PAIR TRADING STRATEGY IN INDIAN CAPITAL MARKET: REVIEWS OF LITERATURE(3)

Juan Ledesma Padilla 14 (2005) in his research paper “Market Neutral” Strategy between Telecom Arg and Nortel Inversora shows long run relationships within valuation models, is expected that mean reverting forces are put in place and price converges to its fair value.

Binh Do, Robert Faff and Kais Hamza 15 (2006) proposed a general approach to model relative mispricing for pairs trading purposes, in a continuous time setting. The novelty in this approach lies in its quantification of mean reversion behavior, taking into account theoretical asset pricing relationships.

Marcelo Scherer Perlin 16 (2006) has suggested a univariate approach of pair trading considering the market transaction cost and extended his own work by suggesting a multivariate approach of pair trading. The basic idea of this proposed approach is to build a pair for each stock based on information of others stocks, instead of just finding one, as was done in the univariate method.

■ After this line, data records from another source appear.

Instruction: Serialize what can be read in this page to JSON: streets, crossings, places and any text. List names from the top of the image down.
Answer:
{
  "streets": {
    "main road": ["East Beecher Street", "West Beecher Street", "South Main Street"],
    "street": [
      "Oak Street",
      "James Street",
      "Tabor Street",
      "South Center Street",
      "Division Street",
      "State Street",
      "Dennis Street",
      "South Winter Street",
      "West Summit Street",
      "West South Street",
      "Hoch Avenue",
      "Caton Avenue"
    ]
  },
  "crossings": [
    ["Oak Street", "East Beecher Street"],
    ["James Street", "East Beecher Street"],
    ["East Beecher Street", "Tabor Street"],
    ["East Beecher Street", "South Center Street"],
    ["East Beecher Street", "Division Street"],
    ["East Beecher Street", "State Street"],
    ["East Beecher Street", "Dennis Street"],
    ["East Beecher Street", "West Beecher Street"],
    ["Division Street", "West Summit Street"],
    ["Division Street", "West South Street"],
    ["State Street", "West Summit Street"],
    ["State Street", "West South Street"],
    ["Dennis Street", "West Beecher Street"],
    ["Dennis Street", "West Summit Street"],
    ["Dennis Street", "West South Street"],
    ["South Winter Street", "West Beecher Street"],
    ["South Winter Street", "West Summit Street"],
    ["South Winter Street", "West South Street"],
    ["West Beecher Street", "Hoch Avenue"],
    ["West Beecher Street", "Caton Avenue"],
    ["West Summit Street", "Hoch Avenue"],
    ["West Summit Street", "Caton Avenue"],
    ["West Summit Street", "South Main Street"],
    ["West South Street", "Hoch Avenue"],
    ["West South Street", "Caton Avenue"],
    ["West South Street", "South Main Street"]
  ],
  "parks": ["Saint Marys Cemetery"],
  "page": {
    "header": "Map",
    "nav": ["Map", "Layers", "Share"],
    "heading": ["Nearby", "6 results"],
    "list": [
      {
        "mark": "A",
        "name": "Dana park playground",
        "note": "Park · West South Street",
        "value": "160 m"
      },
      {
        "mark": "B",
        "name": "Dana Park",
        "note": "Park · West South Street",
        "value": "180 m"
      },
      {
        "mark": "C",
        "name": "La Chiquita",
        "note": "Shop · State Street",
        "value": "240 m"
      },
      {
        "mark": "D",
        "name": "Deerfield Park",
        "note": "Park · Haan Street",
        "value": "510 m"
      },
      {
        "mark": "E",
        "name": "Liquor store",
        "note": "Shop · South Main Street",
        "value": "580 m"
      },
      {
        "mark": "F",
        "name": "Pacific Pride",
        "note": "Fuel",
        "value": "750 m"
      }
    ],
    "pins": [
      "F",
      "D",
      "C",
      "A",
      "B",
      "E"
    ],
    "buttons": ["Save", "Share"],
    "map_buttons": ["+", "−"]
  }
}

Joseph Engelberg, Pengjie Gao and Ravi Jagannathan 17 (2007) investigated the source of profits from pairs trading. They documented that the profitability from pairs trading is strongly related to the way information diffuses across the stocks in the pair and the frictions which stifle this information flow.

Michael Bock and Roland Mestel 18 (2008) in their paper of A regime-switching relative value arbitrage rules how the relative value arbitrage rule (“pairs trading”) is a well-established speculative investment strategy on financial markets, dating back to the 1980s.

Christian Oliver-Ewald, Ian Gregory and Pieter Knox 19 (2010) showed in their paper OU, CIR and GARCH Dilution as a Sequential Stopping Problem for Pairs Trading that, how arbitrarily sized long/short baskets whose port- folio value is modelled with spread or ratio of any asset weighting can be treated as a sequential stopping problem.